Nous ne l’avons jamais pris en flagrant délit de mensonge, toujours il a tenu la parole qu’il avait donnée et, tant qu’il a pu, il a soulagé ses compagnons. C’est un saint.

Lorsque j’arrivai avec lui près de Langar, nous fumes rejoints par des Kirghiz. L’un d’eux lui demanda s’il avait un papier du Dao-Taï pour oser nous montrer la route sans un ordre de Kachgar. Nour-Djane répondit franchement non, et l’autre lui ayant dit qu’il risquait sa tête, il répondit :

— Je ne crains pas les Chinois, je ne crains que de mal faire et Allah !

Le Pir, Rachmed et moi, nous allons reconnaître la route du côté du Kanjout.

S’il nous est impossible de passer, nous laisserons nos bagages à Zarsotte. Nous irons à Langar et nous aviserons à nous procurer vivres et bêtes de somme par tous les moyens possibles.

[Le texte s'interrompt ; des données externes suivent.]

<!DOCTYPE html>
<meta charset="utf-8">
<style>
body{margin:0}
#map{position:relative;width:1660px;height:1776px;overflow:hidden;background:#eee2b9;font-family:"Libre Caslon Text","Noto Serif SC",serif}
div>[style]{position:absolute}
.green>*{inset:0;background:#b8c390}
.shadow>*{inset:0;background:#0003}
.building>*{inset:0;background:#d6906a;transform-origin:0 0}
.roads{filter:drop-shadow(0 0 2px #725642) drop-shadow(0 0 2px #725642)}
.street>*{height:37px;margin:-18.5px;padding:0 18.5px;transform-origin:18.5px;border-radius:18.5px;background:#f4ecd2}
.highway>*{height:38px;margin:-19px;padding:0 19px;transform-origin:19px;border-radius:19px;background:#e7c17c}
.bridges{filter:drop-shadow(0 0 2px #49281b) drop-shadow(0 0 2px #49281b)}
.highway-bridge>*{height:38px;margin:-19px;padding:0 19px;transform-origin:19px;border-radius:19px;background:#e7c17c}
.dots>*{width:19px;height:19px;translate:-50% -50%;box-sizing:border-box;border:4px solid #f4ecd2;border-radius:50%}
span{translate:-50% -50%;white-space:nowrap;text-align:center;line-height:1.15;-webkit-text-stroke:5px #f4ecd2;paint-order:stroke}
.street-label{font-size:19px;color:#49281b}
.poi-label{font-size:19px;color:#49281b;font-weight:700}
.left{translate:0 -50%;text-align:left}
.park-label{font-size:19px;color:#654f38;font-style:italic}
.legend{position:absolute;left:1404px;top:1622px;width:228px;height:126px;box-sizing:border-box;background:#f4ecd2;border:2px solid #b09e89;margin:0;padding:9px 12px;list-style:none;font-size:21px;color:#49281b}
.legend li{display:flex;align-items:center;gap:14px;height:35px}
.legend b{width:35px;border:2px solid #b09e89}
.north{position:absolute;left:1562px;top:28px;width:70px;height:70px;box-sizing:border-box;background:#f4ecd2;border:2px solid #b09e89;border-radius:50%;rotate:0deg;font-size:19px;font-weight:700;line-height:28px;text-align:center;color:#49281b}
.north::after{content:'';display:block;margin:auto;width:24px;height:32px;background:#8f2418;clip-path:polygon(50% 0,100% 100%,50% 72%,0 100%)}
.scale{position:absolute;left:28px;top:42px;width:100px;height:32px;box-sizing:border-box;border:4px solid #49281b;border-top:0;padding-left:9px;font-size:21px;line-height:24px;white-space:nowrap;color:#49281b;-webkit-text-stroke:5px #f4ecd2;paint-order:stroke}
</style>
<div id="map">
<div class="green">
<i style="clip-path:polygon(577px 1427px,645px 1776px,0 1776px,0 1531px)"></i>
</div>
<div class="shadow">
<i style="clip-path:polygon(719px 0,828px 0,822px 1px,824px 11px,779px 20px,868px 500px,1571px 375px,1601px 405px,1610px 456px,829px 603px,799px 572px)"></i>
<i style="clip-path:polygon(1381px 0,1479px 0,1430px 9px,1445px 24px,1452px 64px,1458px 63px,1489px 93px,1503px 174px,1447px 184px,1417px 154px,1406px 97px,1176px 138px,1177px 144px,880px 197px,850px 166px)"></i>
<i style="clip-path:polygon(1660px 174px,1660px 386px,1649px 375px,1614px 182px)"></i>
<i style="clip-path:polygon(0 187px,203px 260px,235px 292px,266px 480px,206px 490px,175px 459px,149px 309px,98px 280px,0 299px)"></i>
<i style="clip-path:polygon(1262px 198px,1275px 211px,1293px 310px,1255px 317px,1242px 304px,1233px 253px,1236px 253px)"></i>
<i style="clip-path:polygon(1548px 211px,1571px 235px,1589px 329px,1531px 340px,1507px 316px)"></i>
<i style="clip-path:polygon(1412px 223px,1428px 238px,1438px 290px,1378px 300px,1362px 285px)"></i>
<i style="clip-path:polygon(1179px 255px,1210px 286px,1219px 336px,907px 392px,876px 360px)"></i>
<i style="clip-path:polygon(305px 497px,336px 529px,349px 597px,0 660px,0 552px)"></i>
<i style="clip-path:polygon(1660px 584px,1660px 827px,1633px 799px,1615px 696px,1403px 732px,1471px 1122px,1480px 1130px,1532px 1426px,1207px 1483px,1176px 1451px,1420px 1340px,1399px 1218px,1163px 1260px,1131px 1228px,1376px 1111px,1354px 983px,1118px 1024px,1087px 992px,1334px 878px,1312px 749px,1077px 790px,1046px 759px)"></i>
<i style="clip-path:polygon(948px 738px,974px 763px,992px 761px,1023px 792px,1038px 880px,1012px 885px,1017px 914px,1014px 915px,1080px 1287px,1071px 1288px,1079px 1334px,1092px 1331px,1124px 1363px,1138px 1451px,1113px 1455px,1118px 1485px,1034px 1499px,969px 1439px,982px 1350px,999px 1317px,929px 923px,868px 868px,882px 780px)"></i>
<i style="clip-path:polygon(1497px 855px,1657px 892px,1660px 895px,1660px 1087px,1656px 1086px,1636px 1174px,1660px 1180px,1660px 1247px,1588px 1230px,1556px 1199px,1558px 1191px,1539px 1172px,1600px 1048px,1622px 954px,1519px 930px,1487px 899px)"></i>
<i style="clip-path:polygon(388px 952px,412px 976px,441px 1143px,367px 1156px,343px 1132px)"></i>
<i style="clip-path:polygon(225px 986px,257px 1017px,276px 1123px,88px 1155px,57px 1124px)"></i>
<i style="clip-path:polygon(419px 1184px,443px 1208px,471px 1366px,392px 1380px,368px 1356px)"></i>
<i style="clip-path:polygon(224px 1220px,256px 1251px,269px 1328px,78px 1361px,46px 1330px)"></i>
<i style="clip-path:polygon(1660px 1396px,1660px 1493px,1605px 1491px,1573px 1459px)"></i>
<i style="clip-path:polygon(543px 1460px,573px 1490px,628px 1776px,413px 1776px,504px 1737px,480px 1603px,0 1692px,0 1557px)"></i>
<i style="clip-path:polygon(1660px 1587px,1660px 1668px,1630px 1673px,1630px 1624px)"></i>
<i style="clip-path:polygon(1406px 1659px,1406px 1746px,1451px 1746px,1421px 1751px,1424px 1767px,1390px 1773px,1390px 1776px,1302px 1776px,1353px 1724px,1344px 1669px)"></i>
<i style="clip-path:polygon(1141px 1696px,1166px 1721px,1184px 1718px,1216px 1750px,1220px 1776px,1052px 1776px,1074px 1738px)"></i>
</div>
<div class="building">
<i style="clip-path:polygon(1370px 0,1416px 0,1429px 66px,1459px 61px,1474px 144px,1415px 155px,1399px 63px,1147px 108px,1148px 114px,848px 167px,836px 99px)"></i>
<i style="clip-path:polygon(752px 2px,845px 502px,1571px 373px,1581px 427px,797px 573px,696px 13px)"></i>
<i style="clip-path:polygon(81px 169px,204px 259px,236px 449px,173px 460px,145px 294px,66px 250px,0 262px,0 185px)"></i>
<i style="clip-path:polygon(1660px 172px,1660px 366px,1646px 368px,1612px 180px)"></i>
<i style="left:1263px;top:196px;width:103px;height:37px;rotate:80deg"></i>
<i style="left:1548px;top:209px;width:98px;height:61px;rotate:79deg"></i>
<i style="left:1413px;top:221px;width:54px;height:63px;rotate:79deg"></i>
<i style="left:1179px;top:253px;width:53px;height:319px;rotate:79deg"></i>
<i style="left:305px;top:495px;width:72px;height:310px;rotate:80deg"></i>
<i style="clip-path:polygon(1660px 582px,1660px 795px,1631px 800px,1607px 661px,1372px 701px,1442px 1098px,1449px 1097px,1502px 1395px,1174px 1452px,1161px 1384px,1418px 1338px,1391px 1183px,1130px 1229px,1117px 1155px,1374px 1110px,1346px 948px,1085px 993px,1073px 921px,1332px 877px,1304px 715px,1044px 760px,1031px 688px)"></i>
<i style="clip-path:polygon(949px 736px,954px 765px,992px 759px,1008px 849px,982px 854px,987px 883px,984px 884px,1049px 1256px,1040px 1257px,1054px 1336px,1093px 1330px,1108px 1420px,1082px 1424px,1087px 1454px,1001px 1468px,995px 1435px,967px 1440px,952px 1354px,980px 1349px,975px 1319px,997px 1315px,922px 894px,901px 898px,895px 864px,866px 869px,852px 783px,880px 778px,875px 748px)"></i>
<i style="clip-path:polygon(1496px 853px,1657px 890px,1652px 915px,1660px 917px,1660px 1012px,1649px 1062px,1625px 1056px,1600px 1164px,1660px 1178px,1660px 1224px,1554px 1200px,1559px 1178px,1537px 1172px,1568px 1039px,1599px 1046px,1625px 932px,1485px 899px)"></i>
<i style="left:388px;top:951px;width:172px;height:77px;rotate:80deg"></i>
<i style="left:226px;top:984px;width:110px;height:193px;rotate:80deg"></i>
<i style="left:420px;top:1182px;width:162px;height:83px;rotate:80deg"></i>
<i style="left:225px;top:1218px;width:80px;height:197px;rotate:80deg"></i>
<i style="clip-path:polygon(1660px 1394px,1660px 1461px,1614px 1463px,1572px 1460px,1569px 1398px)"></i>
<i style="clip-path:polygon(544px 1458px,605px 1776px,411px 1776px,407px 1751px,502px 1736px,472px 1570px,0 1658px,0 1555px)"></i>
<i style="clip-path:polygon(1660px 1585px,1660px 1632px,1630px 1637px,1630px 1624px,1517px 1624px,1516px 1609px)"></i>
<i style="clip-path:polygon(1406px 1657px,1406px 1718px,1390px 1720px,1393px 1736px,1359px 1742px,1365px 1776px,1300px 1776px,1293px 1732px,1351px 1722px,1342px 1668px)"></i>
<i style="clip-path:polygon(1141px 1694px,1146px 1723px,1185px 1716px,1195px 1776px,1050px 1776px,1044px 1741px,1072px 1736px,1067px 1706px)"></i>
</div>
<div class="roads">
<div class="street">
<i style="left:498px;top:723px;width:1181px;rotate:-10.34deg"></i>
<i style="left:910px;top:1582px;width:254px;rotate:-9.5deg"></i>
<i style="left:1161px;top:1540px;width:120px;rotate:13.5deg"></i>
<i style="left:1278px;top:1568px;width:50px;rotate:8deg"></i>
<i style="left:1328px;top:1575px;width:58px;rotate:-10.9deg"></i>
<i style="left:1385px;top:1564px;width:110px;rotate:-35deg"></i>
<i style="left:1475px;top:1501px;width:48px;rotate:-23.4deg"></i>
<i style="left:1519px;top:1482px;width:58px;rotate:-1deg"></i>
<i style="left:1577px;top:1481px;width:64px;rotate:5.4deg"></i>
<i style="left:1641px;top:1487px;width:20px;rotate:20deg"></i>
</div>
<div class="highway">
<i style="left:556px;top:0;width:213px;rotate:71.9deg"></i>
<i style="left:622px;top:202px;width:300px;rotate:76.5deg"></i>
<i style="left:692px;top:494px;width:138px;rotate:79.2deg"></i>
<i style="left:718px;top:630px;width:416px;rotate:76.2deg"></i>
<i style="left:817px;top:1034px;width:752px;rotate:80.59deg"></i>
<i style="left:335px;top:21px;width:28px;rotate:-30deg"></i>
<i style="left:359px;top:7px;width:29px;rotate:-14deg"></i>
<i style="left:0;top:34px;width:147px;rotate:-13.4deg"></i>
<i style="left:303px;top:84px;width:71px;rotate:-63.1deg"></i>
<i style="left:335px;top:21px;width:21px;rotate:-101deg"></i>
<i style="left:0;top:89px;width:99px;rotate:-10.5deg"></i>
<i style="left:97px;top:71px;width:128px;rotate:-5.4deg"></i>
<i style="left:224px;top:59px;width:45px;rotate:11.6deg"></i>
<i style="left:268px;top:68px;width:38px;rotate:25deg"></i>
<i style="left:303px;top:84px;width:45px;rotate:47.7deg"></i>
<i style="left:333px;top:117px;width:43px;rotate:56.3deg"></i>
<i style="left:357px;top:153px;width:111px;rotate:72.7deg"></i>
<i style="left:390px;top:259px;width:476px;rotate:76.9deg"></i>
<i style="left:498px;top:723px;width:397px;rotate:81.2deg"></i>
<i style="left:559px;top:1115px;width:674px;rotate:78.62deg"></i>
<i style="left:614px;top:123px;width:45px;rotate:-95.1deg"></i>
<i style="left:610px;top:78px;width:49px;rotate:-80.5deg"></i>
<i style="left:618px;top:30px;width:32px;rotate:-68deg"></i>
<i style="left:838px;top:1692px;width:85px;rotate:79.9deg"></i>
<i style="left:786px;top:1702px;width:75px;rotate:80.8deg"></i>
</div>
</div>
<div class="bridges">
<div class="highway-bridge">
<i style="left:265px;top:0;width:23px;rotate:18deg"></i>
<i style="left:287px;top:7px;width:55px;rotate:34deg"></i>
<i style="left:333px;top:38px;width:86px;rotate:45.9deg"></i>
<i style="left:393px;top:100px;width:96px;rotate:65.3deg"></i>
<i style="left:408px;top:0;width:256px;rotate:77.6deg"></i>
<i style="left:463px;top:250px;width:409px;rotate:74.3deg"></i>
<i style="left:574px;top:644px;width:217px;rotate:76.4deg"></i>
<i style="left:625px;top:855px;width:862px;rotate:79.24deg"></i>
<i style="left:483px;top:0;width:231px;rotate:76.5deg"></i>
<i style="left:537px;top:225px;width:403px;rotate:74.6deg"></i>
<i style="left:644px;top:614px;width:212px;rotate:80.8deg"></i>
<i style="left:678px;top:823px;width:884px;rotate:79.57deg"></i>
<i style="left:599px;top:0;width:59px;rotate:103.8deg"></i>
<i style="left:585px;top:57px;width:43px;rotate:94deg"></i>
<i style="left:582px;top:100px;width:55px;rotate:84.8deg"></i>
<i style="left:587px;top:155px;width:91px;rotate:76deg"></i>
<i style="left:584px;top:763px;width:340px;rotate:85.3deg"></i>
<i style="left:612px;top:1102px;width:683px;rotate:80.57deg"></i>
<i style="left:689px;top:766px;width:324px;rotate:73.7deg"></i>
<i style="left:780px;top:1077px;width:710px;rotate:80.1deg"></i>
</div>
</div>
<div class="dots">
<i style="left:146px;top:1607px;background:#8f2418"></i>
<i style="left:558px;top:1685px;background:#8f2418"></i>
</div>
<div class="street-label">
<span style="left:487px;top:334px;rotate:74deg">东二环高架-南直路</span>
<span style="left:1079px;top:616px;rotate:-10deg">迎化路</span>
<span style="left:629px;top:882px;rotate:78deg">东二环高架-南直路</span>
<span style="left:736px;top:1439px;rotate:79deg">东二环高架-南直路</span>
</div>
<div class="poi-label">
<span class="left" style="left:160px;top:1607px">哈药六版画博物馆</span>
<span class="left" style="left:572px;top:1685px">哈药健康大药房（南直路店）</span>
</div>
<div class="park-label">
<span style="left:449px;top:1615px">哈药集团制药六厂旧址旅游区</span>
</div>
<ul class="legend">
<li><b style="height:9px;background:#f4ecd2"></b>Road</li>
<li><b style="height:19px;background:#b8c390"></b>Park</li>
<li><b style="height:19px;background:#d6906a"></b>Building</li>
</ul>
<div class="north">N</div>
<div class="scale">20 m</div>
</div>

Si une caravane survient, nous lui emprunterons le nécessaire ou nous le lui prendrons, en cas de refus, sauf à indemniser. Si nous trouvons le moyen de passer, nous abandonnons nos bagages à la garde de Dieu, nous allons tous à pied au Kanjout et nous y racolons des porteurs et des coulasses qui viendront quérir à Zarsotte ce que nous y avons laissé. Si les affaires tournent mal, nous n’avons plus besoin de bagages.